L’un des moteurs de cette progression réside dans la reprise d’entreprises par les salariés. En 2025, 35 % des créations accompagnées par l’Union régionale proviennent de transmissions ou de transformations en Scop et Scic.

Cette dynamique intervient alors que la question de la transmission des PME devient un sujet économique majeur. En Auvergne-Rhône-Alpes, plus de 60 000 entreprises devront être cédées dans les dix prochaines années, selon l’Union régionale des Scop et Scic.

« Trop d’entreprises disparaissent faute de repreneur, alors même que les enjeux en matière d’emplois et de territoires sont majeurs », souligne Meryem Yilmaz, co-déléguée générale de l’URSCOP Auvergne-Rhône-Alpes.

Le sujet dépasse désormais le seul univers coopératif. Le projet de loi Castellani sur la transmission-reprise aux salariés et le plan « Objectif reprises » porté par le ministère de l’Économie contribuent à remettre ces modèles au centre des réflexions sur la pérennité des PME.

Des entreprises ancrées dans les territoires

Le panorama présenté par l’Union régionale illustre aussi la diversité des projets concernés.
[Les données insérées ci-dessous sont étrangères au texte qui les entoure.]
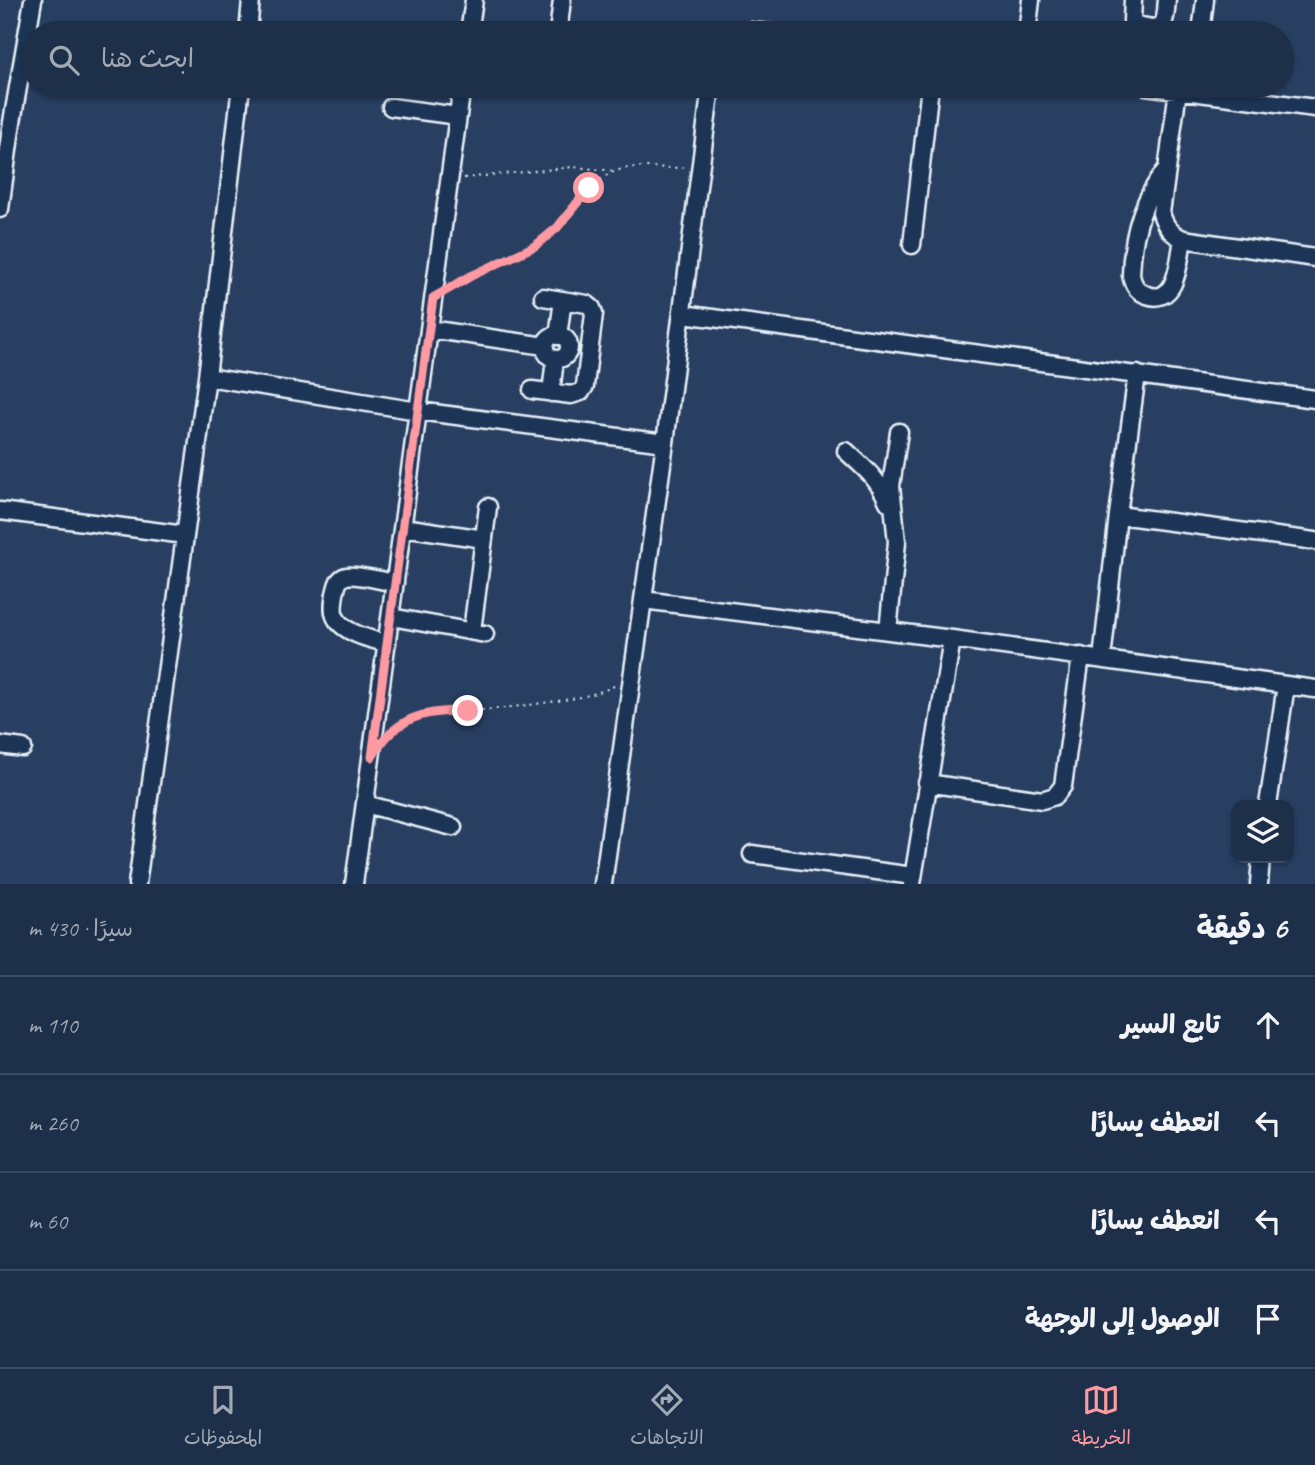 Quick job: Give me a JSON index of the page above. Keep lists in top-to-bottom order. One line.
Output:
{"page":{"search":"ابحث هنا","heading":["6 دقيقة","سيرًا · 430 m"],"list":[["تابع السير","110 m"],["انعطف يسارًا","260 m"],["انعطف يسارًا","60 m"],"الوصول إلى الوجهة"],"nav":["الخريطة","الاتجاهات","المحفوظات"]}} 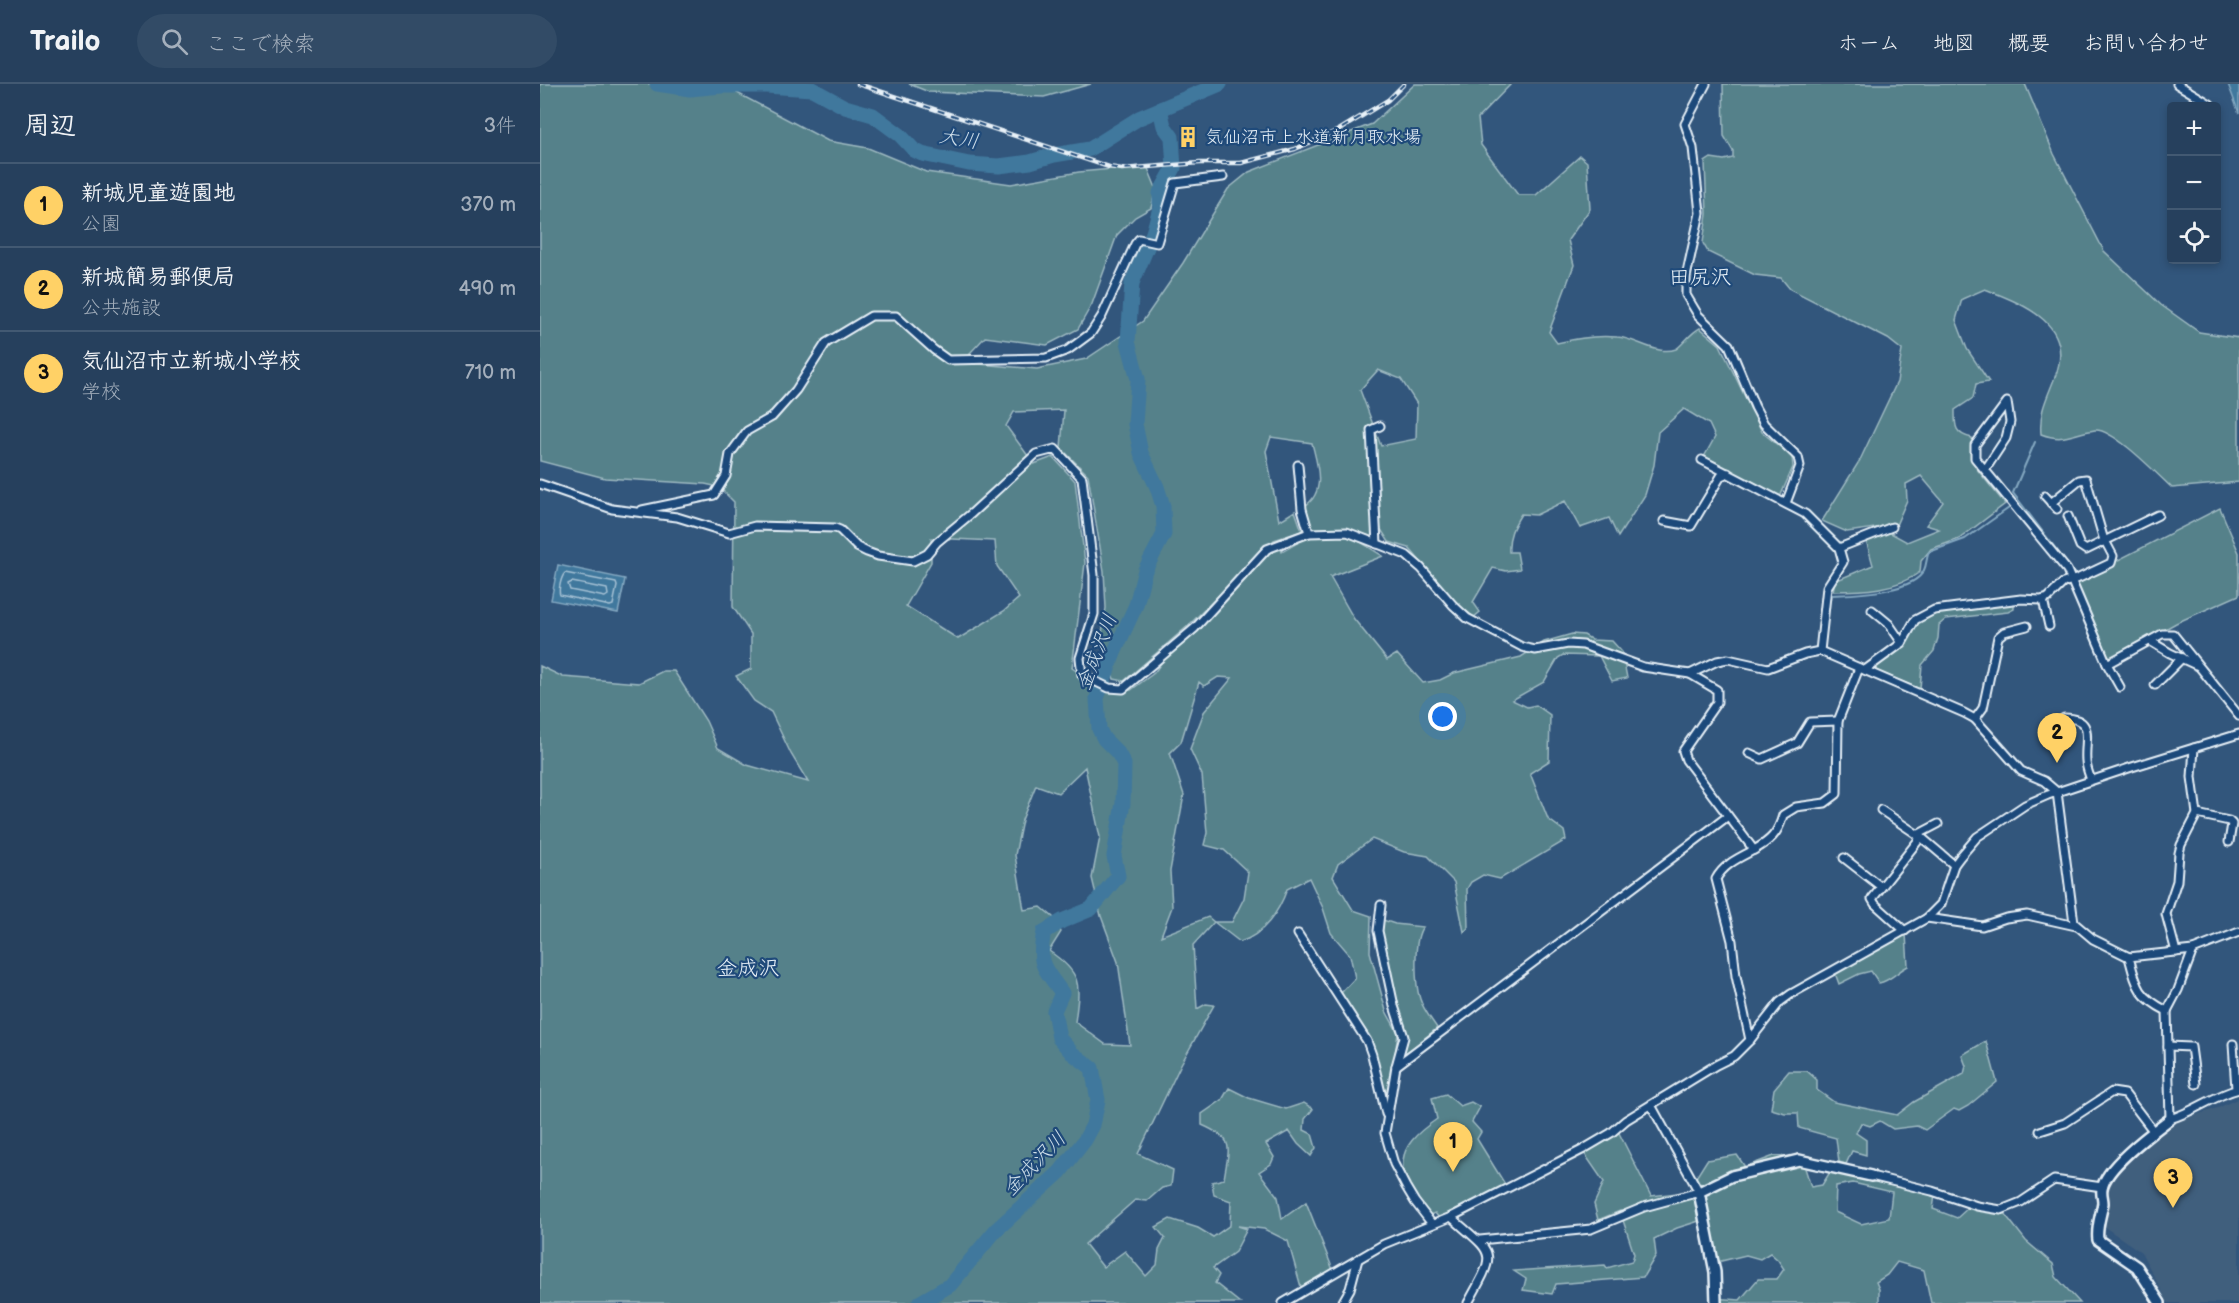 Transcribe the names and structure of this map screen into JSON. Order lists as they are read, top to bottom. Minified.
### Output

À Lyon, la Coopérative funéraire de Lyon cherche à proposer une alternative plus humaine et moins marchande dans le secteur funéraire. En Isère, LaCabane, à Champagnier, mêle commerce de proximité et lieu de vie collectif.

D’autres projets répondent à des enjeux industriels ou environnementaux, comme Locaverre dans la Drôme, spécialisée dans le lavage de bouteilles réemployables, ou Gravyr à Lyon, une agence numérique fondée sous forme coopérative par d’anciens salariés d’agence web.

Cette progression des Scop traduit une évolution plus profonde du rapport à l’entreprise. Gouvernance partagée, ancrage territorial et implication des salariés deviennent des arguments de plus en plus recherchés, notamment dans les secteurs confrontés à des difficultés de recrutement ou de transmission.